For Lambda functions called by an instrumented application or service, Lambda reads the tracing header and traces sampled requests automatically. For other functions, you can configure Lambda to sample and trace incoming requests. In either case, Lambda creates the segment and provides it to the X-Ray SDK.

Note

On Lambda, the X-Ray SDK is optional. If you don't use it in your function, your service map will still include a node for the Lambda service, and one for each Lambda function. By adding the SDK, you can instrument your function code to add subsegments to the function segment recorded by Lambda. See AWS Lambda and AWS X-Ray for more information.

See Worker for a example Python function instrumented in Lambda.

Next, use the X-Ray SDK for Python to instrument downstream calls by patching your application's libraries. The SDK supports the following libraries.

Supported Libraries
  • botocore, boto3 – Instrument AWS SDK for Python (Boto) clients.

  • pynamodb – Instrument PynamoDB's version of the Amazon DynamoDB client.

  • aiobotocore, aioboto3 – Instrument asyncio-integrated versions of SDK for Python clients.

  • requests, aiohttp – Instrument high-level HTTP clients.

  • httplib, http.client – Instrument low-level HTTP clients and the higher level libraries that use them.

  • sqlite3 – Instrument SQLite clients.

  • mysql-connector-python – Instrument MySQL clients.

  • pg8000 – Instrument Pure-Python PostgreSQL interface.

  • psycopg2 – Instrument PostgreSQL database adapter.

  • pymongo – Instrument MongoDB clients.

  • pymysql – Instrument PyMySQL based clients for MySQL and MariaDB.

Whenever your application makes calls to AWS, an SQL database, or other HTTP services, the SDK records information about the call in a subsegment. AWS services and the resources that you access within the services appear as downstream nodes on the trace map to help you identify errors and throttling issues on individual connections.

After you start using the SDK, customize its behavior by configuring the recorder and middleware. You can add plugins to record data about the compute resources running your application, customize sampling behavior by defining sampling rules, and set the log level to see more or less information from the SDK in your application logs.

Record additional information about requests and the work that your application does in annotations and metadata. Annotations are simple key-value pairs that are indexed for use with filter expressions, so that you can search for traces that contain specific data. Metadata entries are less restrictive and can record entire objects and arrays — anything that can be serialized into JSON.

Annotations and Metadata

Annotations and metadata are arbitrary text that you add to segments with the X-Ray SDK. Annotations are indexed for use with filter expressions. Metadata are not indexed, but can be viewed in the raw segment with the X-Ray console or API. Anyone that you grant read access to X-Ray can view this data.
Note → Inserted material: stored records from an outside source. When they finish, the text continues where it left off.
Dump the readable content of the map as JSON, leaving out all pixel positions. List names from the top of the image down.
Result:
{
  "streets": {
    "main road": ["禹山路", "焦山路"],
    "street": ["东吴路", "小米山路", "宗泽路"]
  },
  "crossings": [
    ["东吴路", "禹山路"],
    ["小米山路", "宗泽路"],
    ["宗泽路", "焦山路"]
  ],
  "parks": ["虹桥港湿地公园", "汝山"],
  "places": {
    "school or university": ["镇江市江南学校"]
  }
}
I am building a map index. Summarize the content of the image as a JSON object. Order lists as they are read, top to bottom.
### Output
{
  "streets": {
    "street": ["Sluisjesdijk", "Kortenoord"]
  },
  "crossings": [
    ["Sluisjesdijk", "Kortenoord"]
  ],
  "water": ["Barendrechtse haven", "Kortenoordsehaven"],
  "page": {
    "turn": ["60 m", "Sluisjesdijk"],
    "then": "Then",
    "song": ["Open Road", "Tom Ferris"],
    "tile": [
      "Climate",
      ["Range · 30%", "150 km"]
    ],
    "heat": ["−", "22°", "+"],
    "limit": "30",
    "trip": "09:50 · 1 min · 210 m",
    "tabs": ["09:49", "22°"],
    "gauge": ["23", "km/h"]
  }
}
When you have a lot of instrumented clients in your code, a single request segment can contain a large number of subsegments, one for each call made with an instrumented client. You can organize and group subsegments by wrapping client calls in custom subsegments. You can create a custom subsegment for an entire function or any section of code. You can then you can record metadata and annotations on the subsegment instead of writing everything on the parent segment.

For reference documentation for the SDK's classes and methods, see the AWS X-Ray SDK for Python API Reference.

Requirements

The X-Ray SDK for Python supports the following language and library versions.

  • Python – 2.7, 3.4, and newer

  • Django – 1.10 and newer

  • Flask – 0.10 and newer

  • aiohttp – 2.3.0 and newer

  • AWS SDK for Python (Boto) – 1.4.0 and newer

  • botocore – 1.5.0 and newer

  • enum – 0.4.7 and newer, for Python versions 3.4.0 and older

  • jsonpickle – 1.0.0 and newer

  • setuptools – 40.6.3 and newer

  • wrapt – 1.11.0 and newer

Dependency management

The X-Ray SDK for Python is available from pip.

  • Packageaws-xray-sdk

Add the SDK as a dependency in your requirements.txt file.

Example requirements.txt
aws-xray-sdk==2.4.2 boto3==1.4.4 botocore==1.5.55 Django==1.11.3

If you use Elastic Beanstalk to deploy your application, Elastic Beanstalk installs all of the packages in requirements.txt automatically.